Mandatory or optional arguments to long options are also mandatory or optional
for any corresponding short options.

The program creates a simple TSV file containing statistics for each primary
alignment stored within the input BAM files.

Output format

The bamstats output is a tab-separated text file with columns as in the table below. The q prefix to columns names relates to the so-called "query" sequence, i.e. the sequencing read. The r prefix relates to the reference sequence. Not all column names where properties are quoted for both the query and reference follow this convention; this is an unfortunate historical wart.

All coordinates are given as zero-based, end exclusive. In sequence alignment jargon the term "match" means any a pair of bases (one each from the query and reference) which are aligned to each other. The term does not convey its common English meaning that the two bases have the same identity. An 'A' base from the query can match (be aligned to) a 'C' base from the reference.

index name description
1 name Read identifier (column 1 from a SAM file).
2 runid Sequencing run identifier (from the RD tag of the SAM record).
3 sample_name Sample name (optional, provided as input by the user).
4 ref Reference sequence name (column 3 from a SAM file).
5 coverage Proportion of read spanned by the alignment.
6 ref_coverage Proportion of reference spanned by the alignment.
7 qstart Alignment start coordinate on the query (tantamount to the total left-hand clipping in SAM terminology).
8 qend Alignment end coordinate on the query (see qstart).
9 rstart Alignment start coordinate on the reference (column 4 of SAM).
10 rend Alignment end coordinate on the reference.
11 aligned_ref_len Length of alignment on reference (simply rend - rstart).
12 direction Alignment direction. + for forward reference sequence, - for reverse complement.
13 length Total length of the alignment including all insertions.
14 read_length Length of query sequence (as stored in the input file).
15 mean_quality Mean per-base quality of the query sequence expressed on Phred scale. See discussion in fastcat section above.
16 start_time Sequencing start time for the read (from the ST tag of the SAM record).
17 match Number of matches in the alignment (see description above).
18 ins Number of inserted bases in alignment.
19 del Number of deleted bases in alignment.
20 sub Number of substitutions (mismatches) in alignment.
21 iden Proportion of matches which are not mismatches: (match - sub) / match.
22 acc Alignment accuracy: (length - ins - del - sub) / length. Sometimes also referred to as BLAST-identity.
23 duplex Whether the read was simplex (0), duplex (1), or duplex-forming (-1). See dorado documentation.

bamindex

The bamindex program is a rather curious program that will create a positional index of alignments in a BAM file. It is intended to be used within workflows to allow parallel processing of records in a BAM file, each worker processing a contiguous chunk of the file. This is most useful with unaligned BAM files.
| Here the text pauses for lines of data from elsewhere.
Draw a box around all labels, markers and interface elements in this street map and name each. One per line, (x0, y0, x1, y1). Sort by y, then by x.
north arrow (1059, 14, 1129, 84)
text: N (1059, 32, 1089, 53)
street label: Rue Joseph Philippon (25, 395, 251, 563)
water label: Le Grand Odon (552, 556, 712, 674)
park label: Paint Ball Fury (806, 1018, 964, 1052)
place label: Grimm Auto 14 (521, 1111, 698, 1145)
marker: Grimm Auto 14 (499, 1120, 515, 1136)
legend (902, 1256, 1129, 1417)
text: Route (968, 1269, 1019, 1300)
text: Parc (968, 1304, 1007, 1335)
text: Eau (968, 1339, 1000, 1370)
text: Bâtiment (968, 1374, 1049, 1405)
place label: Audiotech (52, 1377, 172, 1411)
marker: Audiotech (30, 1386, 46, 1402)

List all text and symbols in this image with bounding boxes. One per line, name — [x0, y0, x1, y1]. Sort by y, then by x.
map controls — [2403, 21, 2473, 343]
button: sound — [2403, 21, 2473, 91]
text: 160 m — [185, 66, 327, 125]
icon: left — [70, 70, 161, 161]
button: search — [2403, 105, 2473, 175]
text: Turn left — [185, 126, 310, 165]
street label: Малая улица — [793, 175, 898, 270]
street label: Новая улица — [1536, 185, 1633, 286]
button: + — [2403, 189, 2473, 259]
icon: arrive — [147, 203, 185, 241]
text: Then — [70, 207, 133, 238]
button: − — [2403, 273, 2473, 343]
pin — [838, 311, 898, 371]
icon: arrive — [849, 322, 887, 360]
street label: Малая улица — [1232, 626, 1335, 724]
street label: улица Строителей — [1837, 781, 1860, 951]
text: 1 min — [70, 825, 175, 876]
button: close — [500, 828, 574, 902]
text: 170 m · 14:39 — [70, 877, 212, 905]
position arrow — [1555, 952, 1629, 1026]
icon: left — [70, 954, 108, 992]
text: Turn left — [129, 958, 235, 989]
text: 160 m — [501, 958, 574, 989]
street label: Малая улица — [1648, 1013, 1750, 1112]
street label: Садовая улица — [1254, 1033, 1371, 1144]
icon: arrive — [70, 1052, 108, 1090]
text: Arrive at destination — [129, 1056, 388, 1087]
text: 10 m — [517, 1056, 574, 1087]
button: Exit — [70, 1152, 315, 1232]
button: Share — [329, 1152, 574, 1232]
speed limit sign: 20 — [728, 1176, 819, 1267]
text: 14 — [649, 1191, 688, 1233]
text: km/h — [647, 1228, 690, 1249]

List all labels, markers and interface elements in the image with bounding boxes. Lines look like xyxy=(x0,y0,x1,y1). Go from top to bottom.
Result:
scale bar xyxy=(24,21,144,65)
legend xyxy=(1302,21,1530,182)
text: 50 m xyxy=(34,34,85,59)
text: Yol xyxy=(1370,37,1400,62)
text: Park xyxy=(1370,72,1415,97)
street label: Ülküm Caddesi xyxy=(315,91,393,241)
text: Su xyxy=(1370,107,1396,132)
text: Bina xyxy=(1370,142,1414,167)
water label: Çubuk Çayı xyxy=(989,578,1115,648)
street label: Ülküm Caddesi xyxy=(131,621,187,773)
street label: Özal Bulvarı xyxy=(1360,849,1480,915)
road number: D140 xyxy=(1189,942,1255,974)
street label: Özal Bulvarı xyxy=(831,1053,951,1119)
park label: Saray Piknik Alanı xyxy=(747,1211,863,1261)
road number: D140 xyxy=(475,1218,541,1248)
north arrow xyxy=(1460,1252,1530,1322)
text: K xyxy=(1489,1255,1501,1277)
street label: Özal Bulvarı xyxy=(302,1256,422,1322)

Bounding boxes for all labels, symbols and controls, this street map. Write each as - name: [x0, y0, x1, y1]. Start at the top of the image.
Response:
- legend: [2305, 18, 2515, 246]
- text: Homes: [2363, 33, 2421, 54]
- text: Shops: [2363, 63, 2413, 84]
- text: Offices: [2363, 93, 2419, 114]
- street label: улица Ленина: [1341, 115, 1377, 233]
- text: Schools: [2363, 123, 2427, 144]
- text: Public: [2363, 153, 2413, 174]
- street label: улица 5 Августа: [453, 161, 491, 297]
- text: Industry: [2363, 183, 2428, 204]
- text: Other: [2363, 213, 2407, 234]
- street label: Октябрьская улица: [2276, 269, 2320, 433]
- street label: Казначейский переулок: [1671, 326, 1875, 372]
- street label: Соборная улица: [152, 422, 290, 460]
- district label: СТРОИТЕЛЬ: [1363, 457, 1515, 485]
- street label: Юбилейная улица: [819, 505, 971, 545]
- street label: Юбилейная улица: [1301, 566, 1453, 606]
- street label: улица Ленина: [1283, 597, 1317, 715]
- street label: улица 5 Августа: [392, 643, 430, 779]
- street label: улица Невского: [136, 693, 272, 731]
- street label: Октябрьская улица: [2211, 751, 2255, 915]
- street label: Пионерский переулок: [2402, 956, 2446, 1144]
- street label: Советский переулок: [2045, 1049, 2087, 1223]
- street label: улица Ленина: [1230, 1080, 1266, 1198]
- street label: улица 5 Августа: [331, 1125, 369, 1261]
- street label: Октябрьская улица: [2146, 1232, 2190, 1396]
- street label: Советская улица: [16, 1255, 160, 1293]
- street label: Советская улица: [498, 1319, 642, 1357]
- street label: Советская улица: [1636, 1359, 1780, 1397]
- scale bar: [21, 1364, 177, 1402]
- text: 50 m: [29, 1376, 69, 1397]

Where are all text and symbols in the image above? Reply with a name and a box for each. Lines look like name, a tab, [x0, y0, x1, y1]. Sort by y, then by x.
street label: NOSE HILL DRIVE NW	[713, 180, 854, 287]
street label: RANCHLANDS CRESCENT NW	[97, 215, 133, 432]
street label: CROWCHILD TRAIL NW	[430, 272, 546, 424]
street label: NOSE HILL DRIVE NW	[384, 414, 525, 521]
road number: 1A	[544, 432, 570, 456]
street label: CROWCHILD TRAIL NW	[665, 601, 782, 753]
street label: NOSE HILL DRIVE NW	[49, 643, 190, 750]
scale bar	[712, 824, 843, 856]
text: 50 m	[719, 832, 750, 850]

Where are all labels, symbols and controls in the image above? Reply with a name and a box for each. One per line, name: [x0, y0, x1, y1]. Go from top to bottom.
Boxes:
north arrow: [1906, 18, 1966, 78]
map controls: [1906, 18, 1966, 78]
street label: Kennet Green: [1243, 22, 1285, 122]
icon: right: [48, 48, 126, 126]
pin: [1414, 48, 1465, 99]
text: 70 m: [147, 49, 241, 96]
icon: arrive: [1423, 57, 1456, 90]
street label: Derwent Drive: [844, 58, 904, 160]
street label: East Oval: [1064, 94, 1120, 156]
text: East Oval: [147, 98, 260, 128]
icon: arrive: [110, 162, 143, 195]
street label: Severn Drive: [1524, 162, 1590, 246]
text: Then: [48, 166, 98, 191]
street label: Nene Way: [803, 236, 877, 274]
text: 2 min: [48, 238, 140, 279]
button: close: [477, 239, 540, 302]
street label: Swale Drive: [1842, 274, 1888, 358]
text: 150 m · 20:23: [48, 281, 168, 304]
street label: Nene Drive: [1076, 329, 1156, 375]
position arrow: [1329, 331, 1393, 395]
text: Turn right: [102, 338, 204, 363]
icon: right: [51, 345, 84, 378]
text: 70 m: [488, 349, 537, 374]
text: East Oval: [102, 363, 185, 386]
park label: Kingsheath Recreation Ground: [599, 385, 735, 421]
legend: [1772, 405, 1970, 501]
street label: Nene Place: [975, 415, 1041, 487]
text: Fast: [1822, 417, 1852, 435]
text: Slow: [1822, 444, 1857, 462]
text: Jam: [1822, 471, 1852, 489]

The program was insired by bri by Jared Simpson at OICR; which is far cooler.

There are three subcommands:

bamindex index

$ ./bamindex build --help
Usage: build [OPTION...] <reads.bam>
bamindex build -- create a BAM index corresponding to batches of records.

 General options:
  -c, --chunk_size=SIZE      Number of records in a chunk.
  -t, --threads=THREADS      Number of threads for BAM processing.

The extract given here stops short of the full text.